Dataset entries
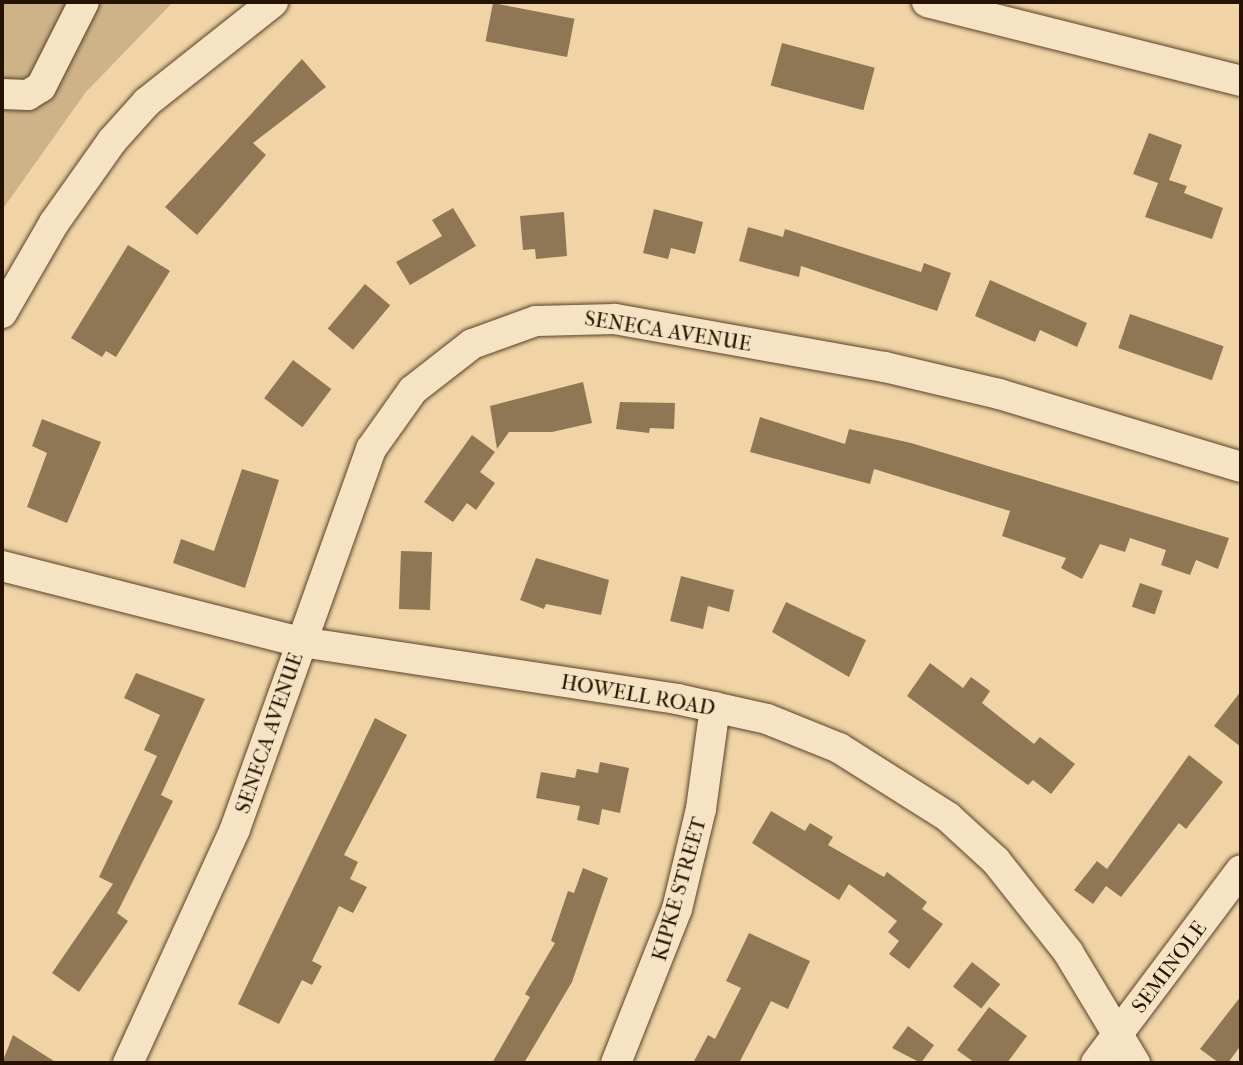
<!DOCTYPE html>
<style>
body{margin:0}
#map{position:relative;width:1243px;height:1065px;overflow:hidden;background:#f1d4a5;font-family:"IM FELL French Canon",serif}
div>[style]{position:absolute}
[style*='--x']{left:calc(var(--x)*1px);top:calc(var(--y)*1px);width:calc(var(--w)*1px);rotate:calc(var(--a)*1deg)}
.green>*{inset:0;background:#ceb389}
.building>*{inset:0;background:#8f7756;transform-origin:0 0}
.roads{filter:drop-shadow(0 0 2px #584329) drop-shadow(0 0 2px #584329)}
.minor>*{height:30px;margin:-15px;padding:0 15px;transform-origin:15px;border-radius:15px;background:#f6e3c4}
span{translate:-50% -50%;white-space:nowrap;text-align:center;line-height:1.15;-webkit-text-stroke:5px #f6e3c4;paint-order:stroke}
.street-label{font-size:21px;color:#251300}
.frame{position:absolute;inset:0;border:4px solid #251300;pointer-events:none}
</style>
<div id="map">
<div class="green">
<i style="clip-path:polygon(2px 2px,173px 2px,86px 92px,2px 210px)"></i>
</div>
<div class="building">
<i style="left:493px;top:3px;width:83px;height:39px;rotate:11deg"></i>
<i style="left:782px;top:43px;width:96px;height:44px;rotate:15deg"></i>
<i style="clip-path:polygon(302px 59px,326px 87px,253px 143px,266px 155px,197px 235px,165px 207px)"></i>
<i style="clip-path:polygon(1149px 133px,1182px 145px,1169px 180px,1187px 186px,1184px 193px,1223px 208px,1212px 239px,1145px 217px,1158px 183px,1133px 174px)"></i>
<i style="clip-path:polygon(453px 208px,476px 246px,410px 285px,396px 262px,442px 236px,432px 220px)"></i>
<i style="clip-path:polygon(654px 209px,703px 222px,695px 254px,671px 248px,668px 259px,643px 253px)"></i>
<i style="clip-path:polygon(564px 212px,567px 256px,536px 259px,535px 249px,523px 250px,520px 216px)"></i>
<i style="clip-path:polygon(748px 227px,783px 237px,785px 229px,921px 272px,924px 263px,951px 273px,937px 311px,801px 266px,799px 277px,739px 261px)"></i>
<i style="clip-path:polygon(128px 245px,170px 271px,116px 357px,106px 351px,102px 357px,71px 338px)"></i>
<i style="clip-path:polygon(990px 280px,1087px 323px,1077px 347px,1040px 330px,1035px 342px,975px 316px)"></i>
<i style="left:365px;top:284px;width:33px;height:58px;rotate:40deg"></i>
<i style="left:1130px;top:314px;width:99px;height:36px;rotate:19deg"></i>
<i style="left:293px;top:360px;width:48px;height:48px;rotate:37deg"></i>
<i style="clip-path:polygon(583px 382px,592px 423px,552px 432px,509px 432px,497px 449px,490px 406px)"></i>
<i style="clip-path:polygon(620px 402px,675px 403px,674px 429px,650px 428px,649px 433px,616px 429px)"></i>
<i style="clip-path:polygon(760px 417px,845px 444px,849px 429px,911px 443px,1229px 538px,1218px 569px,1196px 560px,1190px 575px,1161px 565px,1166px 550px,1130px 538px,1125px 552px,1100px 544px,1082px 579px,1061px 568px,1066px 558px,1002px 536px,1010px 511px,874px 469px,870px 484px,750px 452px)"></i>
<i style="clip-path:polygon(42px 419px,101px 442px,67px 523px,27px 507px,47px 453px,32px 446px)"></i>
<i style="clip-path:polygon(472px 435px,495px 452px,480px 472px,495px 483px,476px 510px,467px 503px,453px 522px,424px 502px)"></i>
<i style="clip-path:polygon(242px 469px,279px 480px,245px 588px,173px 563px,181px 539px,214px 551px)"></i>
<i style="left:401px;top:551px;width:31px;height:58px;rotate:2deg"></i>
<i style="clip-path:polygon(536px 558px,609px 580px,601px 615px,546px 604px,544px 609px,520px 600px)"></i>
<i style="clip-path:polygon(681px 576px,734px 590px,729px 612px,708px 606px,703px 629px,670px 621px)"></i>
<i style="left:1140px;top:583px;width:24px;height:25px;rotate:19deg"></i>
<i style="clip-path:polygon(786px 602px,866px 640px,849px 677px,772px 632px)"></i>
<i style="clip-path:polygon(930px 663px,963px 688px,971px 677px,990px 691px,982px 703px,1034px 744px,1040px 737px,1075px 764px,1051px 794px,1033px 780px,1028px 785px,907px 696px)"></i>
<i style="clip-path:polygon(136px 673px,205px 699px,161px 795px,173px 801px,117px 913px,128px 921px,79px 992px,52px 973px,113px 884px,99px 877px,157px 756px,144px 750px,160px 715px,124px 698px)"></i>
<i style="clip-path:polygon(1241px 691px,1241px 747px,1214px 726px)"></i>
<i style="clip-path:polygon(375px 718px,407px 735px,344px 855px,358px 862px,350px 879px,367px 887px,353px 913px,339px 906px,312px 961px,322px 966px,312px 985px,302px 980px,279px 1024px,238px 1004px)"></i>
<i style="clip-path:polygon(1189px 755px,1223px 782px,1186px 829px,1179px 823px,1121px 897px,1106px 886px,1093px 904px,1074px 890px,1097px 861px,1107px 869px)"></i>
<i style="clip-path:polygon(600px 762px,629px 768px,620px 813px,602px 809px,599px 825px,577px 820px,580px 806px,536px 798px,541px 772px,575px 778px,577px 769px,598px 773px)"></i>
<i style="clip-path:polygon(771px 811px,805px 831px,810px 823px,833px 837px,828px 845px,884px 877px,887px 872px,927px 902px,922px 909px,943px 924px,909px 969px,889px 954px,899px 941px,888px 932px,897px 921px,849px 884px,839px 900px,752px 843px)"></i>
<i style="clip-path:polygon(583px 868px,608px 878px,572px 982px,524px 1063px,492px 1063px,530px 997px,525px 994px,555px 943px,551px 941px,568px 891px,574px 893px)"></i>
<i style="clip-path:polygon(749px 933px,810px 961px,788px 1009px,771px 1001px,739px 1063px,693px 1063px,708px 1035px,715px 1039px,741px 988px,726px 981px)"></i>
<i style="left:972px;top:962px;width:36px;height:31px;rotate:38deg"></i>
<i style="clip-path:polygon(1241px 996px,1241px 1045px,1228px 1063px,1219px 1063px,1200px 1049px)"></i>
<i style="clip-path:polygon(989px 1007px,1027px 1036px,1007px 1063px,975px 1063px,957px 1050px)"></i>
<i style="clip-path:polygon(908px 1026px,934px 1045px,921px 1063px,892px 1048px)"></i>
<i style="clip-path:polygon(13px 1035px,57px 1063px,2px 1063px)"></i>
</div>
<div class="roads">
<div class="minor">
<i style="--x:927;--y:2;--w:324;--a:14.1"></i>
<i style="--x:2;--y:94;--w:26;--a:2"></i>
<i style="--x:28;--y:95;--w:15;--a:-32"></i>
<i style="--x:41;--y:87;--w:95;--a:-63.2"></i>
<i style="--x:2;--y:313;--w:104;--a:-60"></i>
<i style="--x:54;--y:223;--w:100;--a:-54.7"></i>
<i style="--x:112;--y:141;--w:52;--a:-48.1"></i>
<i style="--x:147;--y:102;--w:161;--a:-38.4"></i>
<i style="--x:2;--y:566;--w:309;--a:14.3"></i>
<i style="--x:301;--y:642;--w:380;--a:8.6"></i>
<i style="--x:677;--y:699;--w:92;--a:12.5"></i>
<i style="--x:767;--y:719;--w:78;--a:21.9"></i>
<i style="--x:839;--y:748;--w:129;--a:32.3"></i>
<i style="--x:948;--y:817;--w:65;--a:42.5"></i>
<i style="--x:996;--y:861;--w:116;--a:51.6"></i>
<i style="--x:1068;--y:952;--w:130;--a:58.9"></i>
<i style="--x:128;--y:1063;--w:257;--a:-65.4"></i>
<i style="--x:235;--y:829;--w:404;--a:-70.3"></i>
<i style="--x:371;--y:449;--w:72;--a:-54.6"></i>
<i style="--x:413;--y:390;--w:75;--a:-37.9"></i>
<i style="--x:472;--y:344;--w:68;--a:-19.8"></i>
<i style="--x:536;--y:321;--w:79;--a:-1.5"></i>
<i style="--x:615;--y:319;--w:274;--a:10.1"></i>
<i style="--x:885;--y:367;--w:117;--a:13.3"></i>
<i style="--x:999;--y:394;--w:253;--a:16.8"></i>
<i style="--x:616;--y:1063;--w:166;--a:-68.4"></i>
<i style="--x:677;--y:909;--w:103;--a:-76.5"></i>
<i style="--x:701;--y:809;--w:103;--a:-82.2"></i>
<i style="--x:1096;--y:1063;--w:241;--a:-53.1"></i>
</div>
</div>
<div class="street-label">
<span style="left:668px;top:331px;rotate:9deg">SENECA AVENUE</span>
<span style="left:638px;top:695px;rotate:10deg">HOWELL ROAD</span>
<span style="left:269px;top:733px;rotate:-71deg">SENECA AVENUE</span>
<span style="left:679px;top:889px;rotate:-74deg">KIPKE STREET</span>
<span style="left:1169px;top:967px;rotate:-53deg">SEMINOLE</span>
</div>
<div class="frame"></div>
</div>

■ **Work task**: The response should hold only an exact retyping of the lines from the beginning of the data through the line containing "2px #584329) drop-shadow(0", both ends kept, pictures omitted.

■ **Expected answer**:
<!DOCTYPE html>
<style>
body{margin:0}
#map{position:relative;width:1243px;height:1065px;overflow:hidden;background:#f1d4a5;font-family:"IM FELL French Canon",serif}
div>[style]{position:absolute}
[style*='--x']{left:calc(var(--x)*1px);top:calc(var(--y)*1px);width:calc(var(--w)*1px);rotate:calc(var(--a)*1deg)}
.green>*{inset:0;background:#ceb389}
.building>*{inset:0;background:#8f7756;transform-origin:0 0}
.roads{filter:drop-shadow(0 0 2px #584329) drop-shadow(0 0 2px #584329)}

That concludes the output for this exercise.